When designing a rechargeable lithium-ion battery circuit for your next maker project, two ICs come up more often than any other: the TP4056 vs MCP73831 Li-Ion charging IC comparison is a decision every electronics hobbyist in India eventually faces. Both chips are single-cell 4.2V CC/CV chargers, both cost under ₹15 per piece, and both are readily available from Zbotic and other Indian components suppliers. But the differences between them matter enormously depending on your application. This guide breaks down every important parameter to help you make the right choice.

Table of Contents

• Overview: What These ICs Do
• Pinout and Package Comparison
• Charge Current Configuration
• Protection Features
• Input Voltage Range
• Status Indication and Monitoring
• Thermal Management
• Ready-Made Modules in India
• Which IC Should You Use?
• Practical Design Tips
• Frequently Asked Questions

Overview: What These ICs Do

Both the TP4056 and MCP73831 implement the standard Constant Current / Constant Voltage (CC/CV) charging algorithm for single-cell lithium-ion and lithium-polymer batteries. The algorithm works in two phases:

1. Constant Current (CC) phase: The charger supplies a fixed current (set by a resistor) until the battery reaches 4.2V. This phase does the bulk of the charging — typically 0%–80% capacity.
2. Constant Voltage (CV) phase: The charger holds 4.2V and allows current to taper down naturally. Charging terminates when current falls to approximately 10% of the programmed charge current. This phase fills the remaining 20%.

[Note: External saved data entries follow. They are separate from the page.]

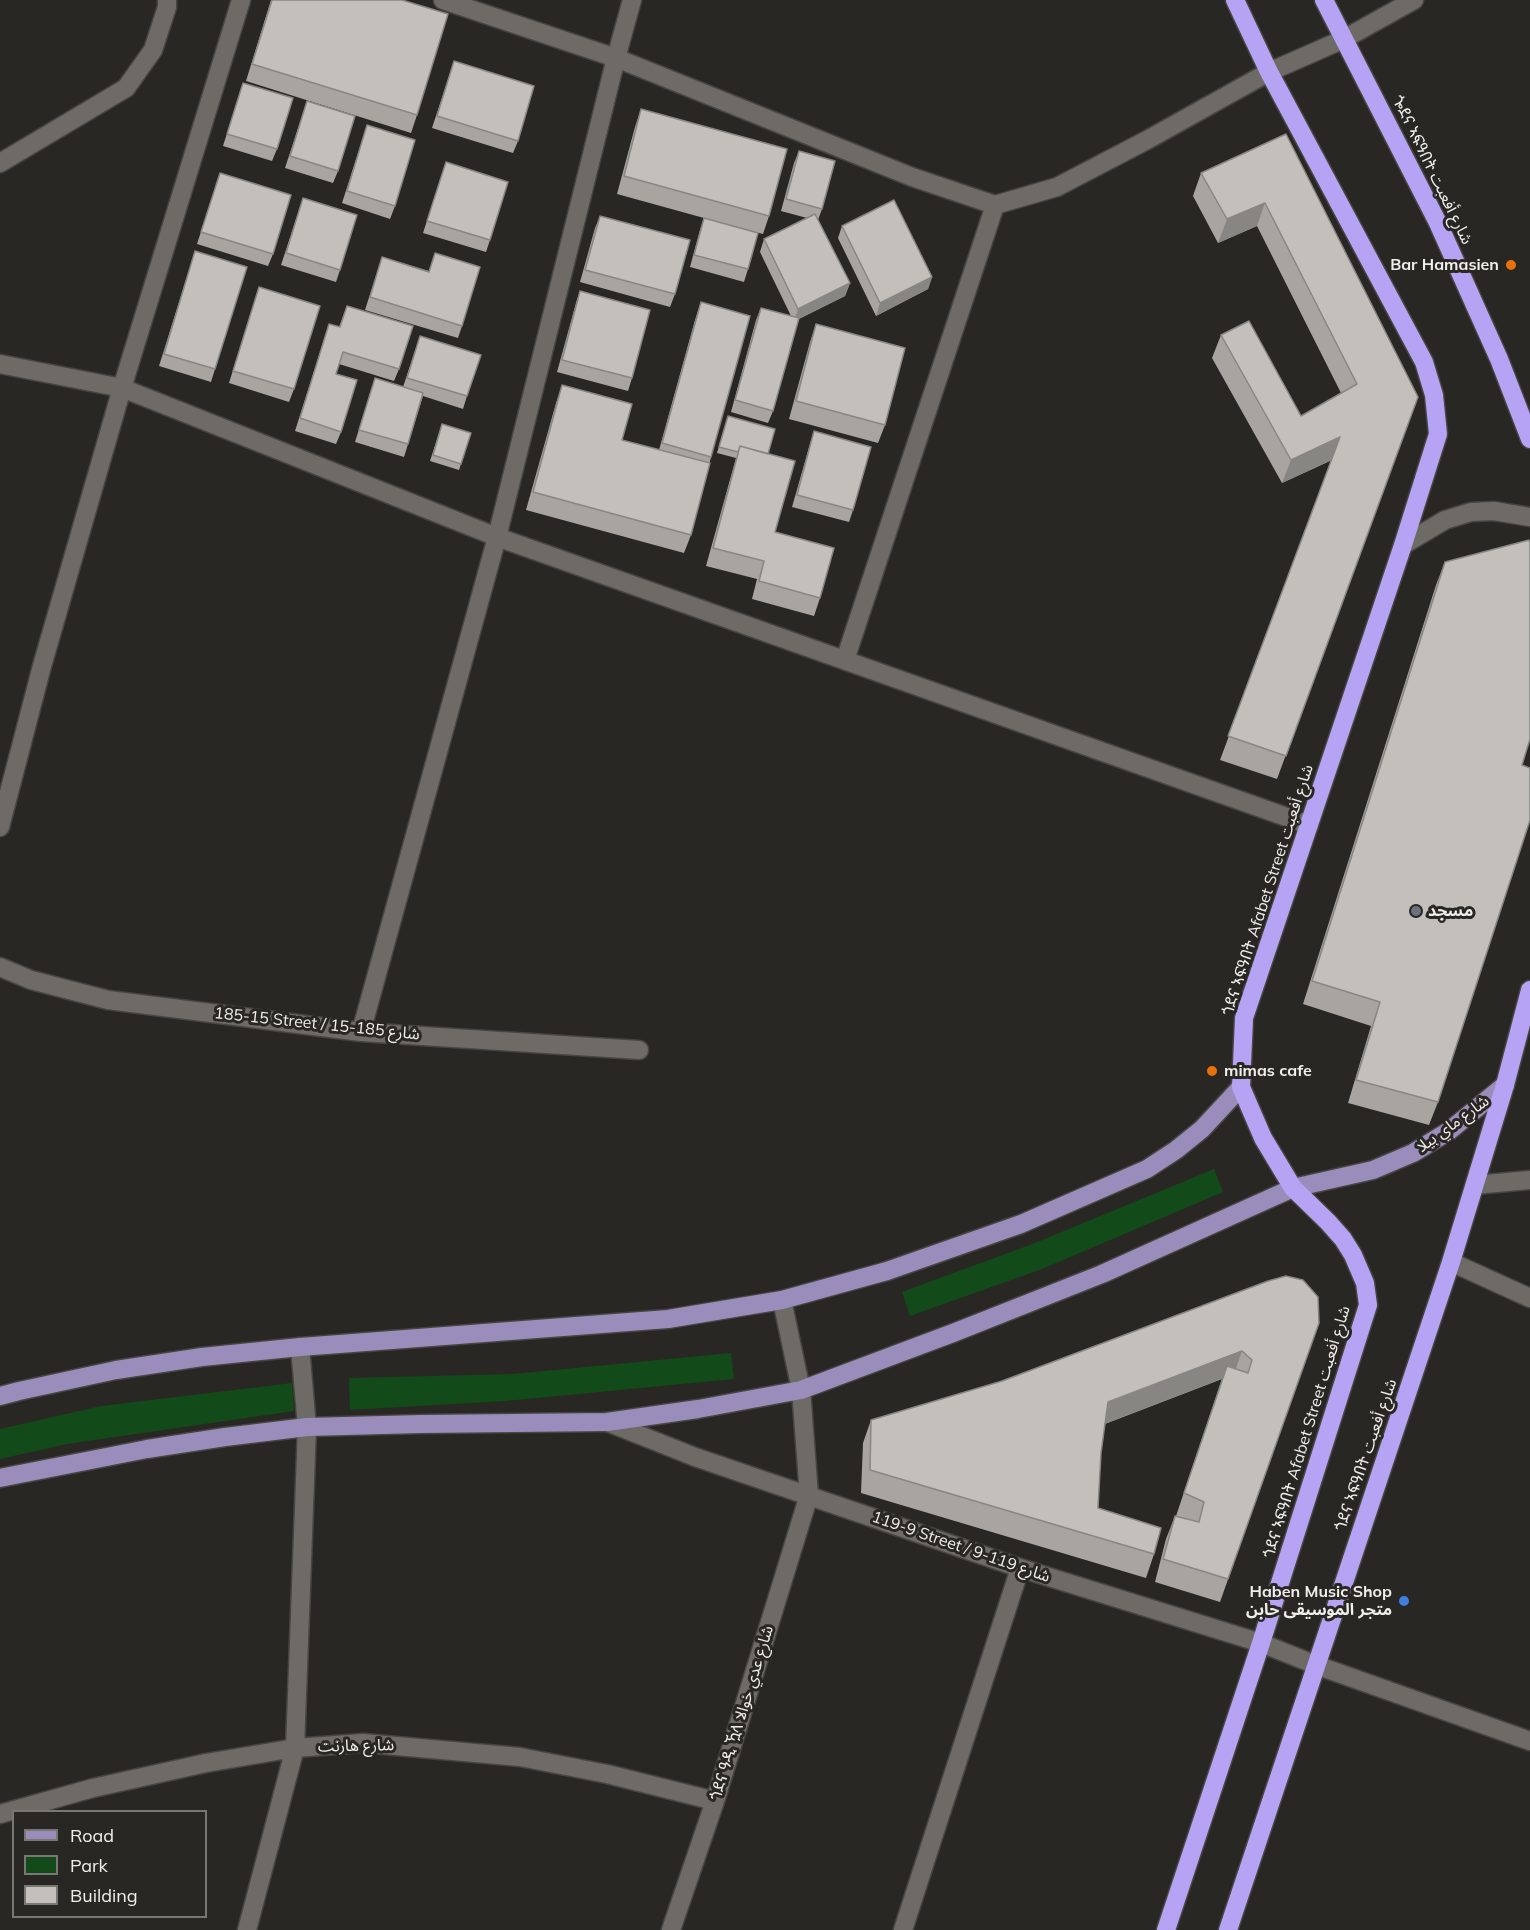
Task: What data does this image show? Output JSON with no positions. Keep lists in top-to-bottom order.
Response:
{
  "streets": {
    "highway": ["ጐደና ኣፍዓበት شارع أفعبت", "ጎደና ኣፍዓበት Afabet Street شارع أفعبت", "ጎደና ኣፍዓበት شارع أفعبت"],
    "main road": ["شارع ماي بيلا"],
    "street": [
      "185-15 Street / شارع 185-15",
      "119-9 Street / شارع 119-9",
      "ጎደና ዓዲ ዃላ شارع عدي خوالا",
      "شارع هارنت"
    ]
  },
  "crossings": [
    ["ጎደና ኣፍዓበት Afabet Street شارع أفعبت", "شارع ماي بيلا"],
    ["ጎደና ኣፍዓበት Afabet Street شارع أفعبت", "119-9 Street / شارع 119-9"],
    ["شارع ماي بيلا", "ጎደና ኣፍዓበት شارع أفعبت"],
    ["شارع ماي بيلا", "119-9 Street / شارع 119-9"],
    ["ጎደና ኣፍዓበት شارع أفعبت", "119-9 Street / شارع 119-9"],
    ["119-9 Street / شارع 119-9", "ጎደና ዓዲ ዃላ شارع عدي خوالا"],
    ["ጎደና ዓዲ ዃላ شارع عدي خوالا", "شارع هارنت"]
  ],
  "places": [
    "Bar Hamasien",
    "مسجد",
    "mimas cafe",
    "Haben Music Shop متجر الموسيقى حابن"
  ],
  "legend": ["Road", "Park", "Building"]
}
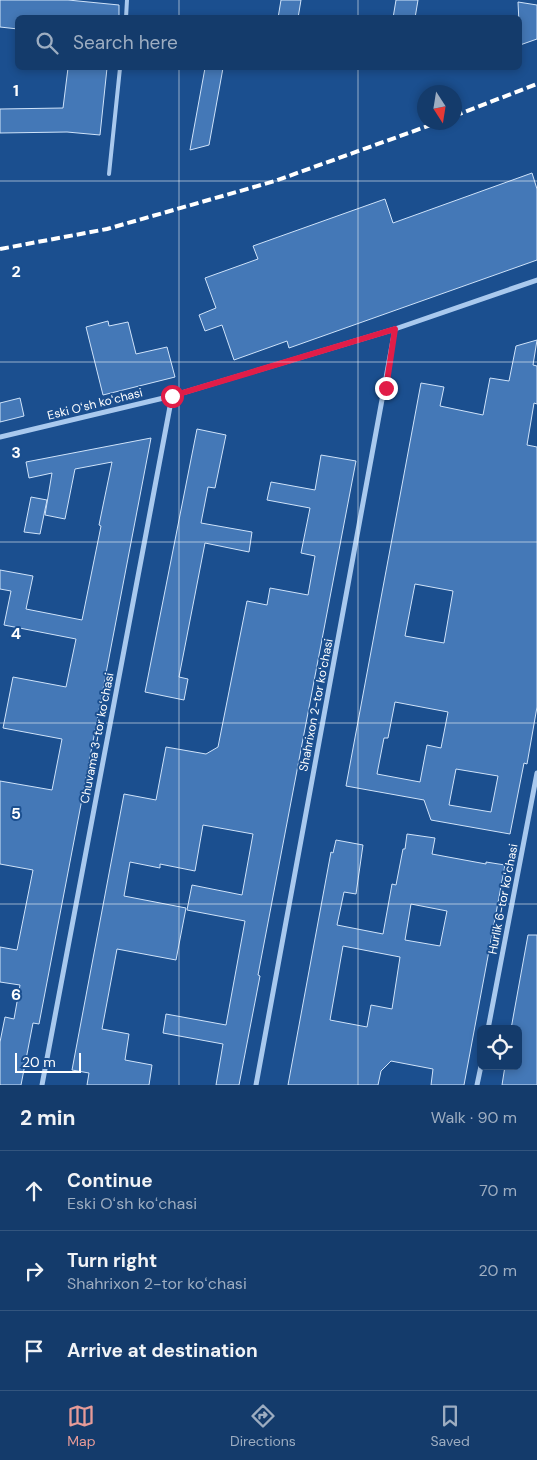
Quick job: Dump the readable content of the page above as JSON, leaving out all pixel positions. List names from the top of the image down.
{
  "streets": {
    "street": [
      "Eski Oʻsh koʻchasi",
      "Shahrixon 2-tor koʻchasi",
      "Chuvama 3-tor koʻchasi",
      "Hurlik 6-tor koʻchasi"
    ]
  },
  "crossings": [
    ["Eski Oʻsh koʻchasi", "Shahrixon 2-tor koʻchasi"],
    ["Eski Oʻsh koʻchasi", "Chuvama 3-tor koʻchasi"]
  ],
  "scale_bar": "20 m",
  "north": "bottom",
  "page": {
    "search": "Search here",
    "scale": "20 m",
    "heading": ["2 min", "Walk · 90 m"],
    "list": [
      ["Continue", "Eski Oʻsh koʻchasi", "70 m"],
      ["Turn right", "Shahrixon 2-tor koʻchasi", "20 m"],
      "Arrive at destination"
    ],
    "nav": ["Map", "Directions", "Saved"]
  },
  "grid": {
    "rows": [
      "1",
      "2",
      "3",
      "4",
      "5",
      "6"
    ]
  }
}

Neither chip handles multi-cell series packs or requires an external MOSFET for basic operation — they’re fully integrated linear chargers. This simplicity is exactly why they dominate hobbyist and low-power commercial designs worldwide.

Pinout and Package Comparison

The physical and electrical differences start right at the package level:

The TP4056’s SOP-8 package is significantly easier to hand-solder on a custom PCB than the MCP73831’s tiny SOT-23-5. However, the MCP73831’s smaller footprint makes it ideal for extremely space-constrained designs like wearables or thin PCBs where the SOP-8 won’t fit.

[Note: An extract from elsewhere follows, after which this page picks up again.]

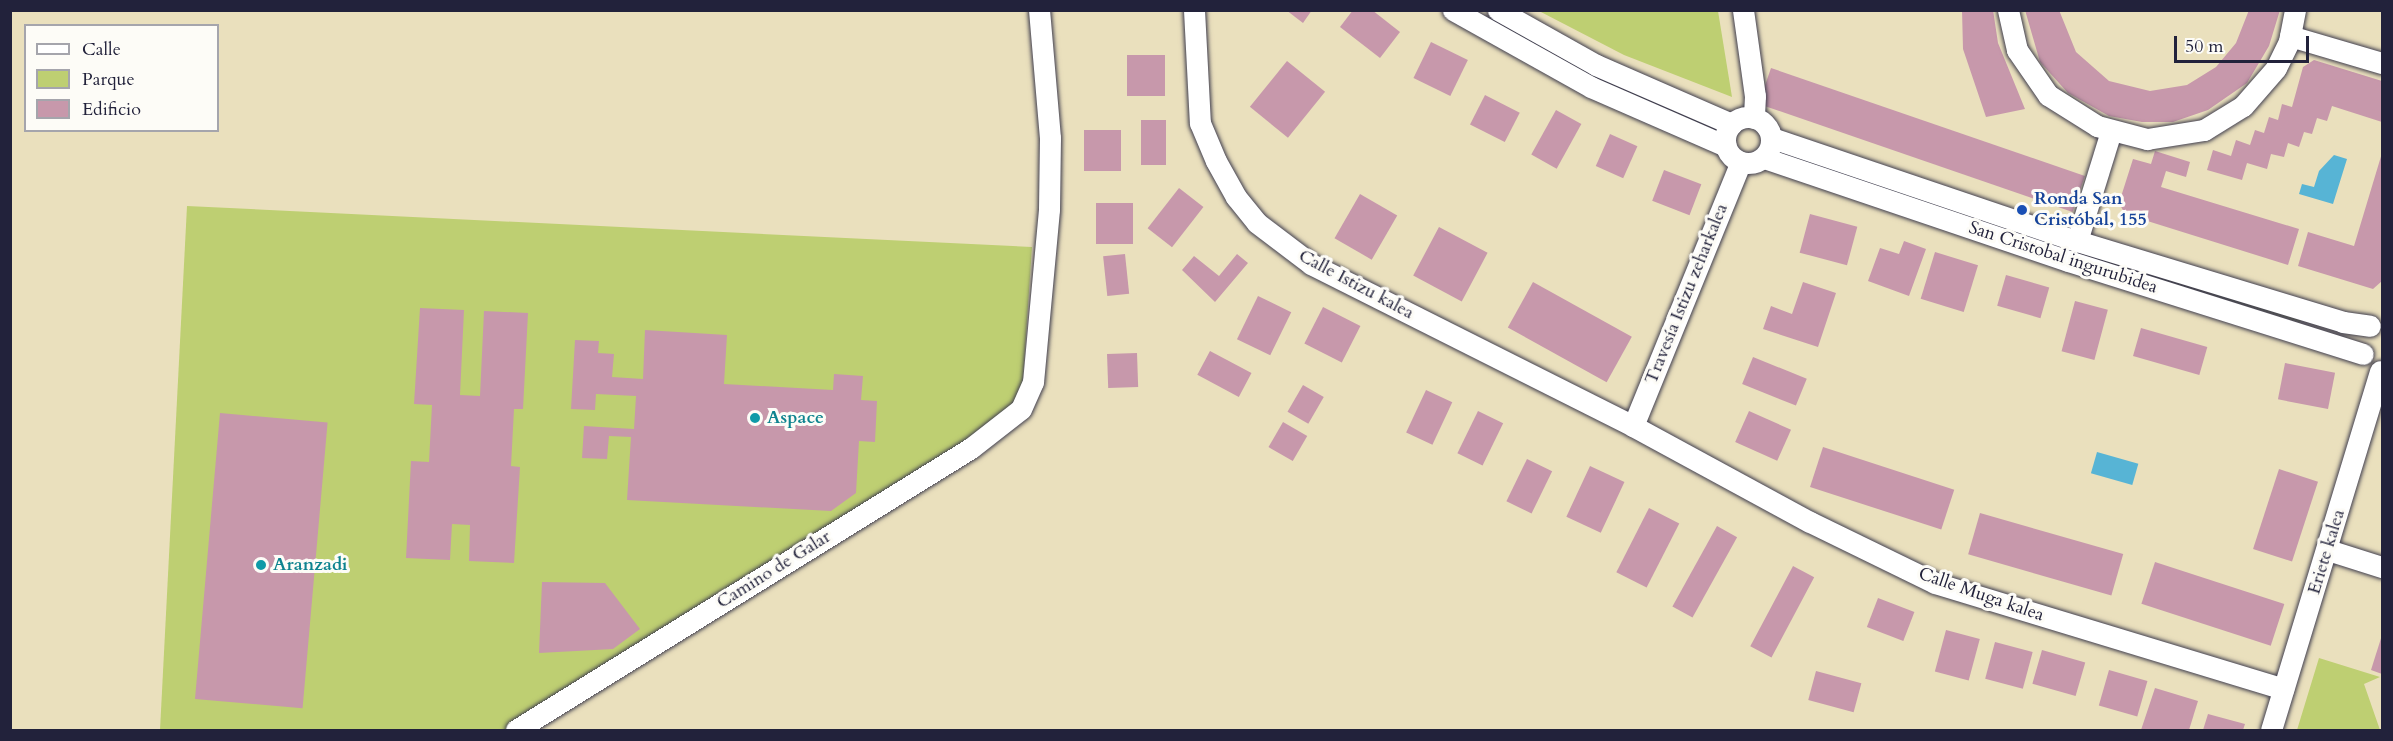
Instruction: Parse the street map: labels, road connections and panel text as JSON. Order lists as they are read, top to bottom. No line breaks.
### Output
{"streets":{"street":["San Cristobal ingurubidea","Calle Istizu kalea","Travesía Istizu zeharkalea","Eriete kalea","Camino de Galar","Calle Muga kalea"]},"crossings":[["San Cristobal ingurubidea","Travesía Istizu zeharkalea"],["Calle Istizu kalea","Travesía Istizu zeharkalea"],["Calle Istizu kalea","Calle Muga kalea"],["Travesía Istizu zeharkalea","Calle Muga kalea"],["Eriete kalea","Calle Muga kalea"]],"places":["Ronda San Cristóbal, 155","Aspace","Aranzadi"],"legend":["Calle","Parque","Edificio"],"scale_bar":"50 m"}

Charge Current Configuration

Both ICs set the charge current using a single external resistor on the PROG pin. However, the formulas and practical ranges differ:

TP4056 Charge Current Formula

I_charge (mA) = 1,200 / R_PROG (kΩ)

Common values:

• R = 1.2 kΩ → 1,000 mA (1A) — maximum rated
• R = 2 kΩ → 600 mA
• R = 3 kΩ → 400 mA
• R = 10 kΩ → 120 mA

The TP4056 is rated for a maximum charge current of 1,000 mA (1A).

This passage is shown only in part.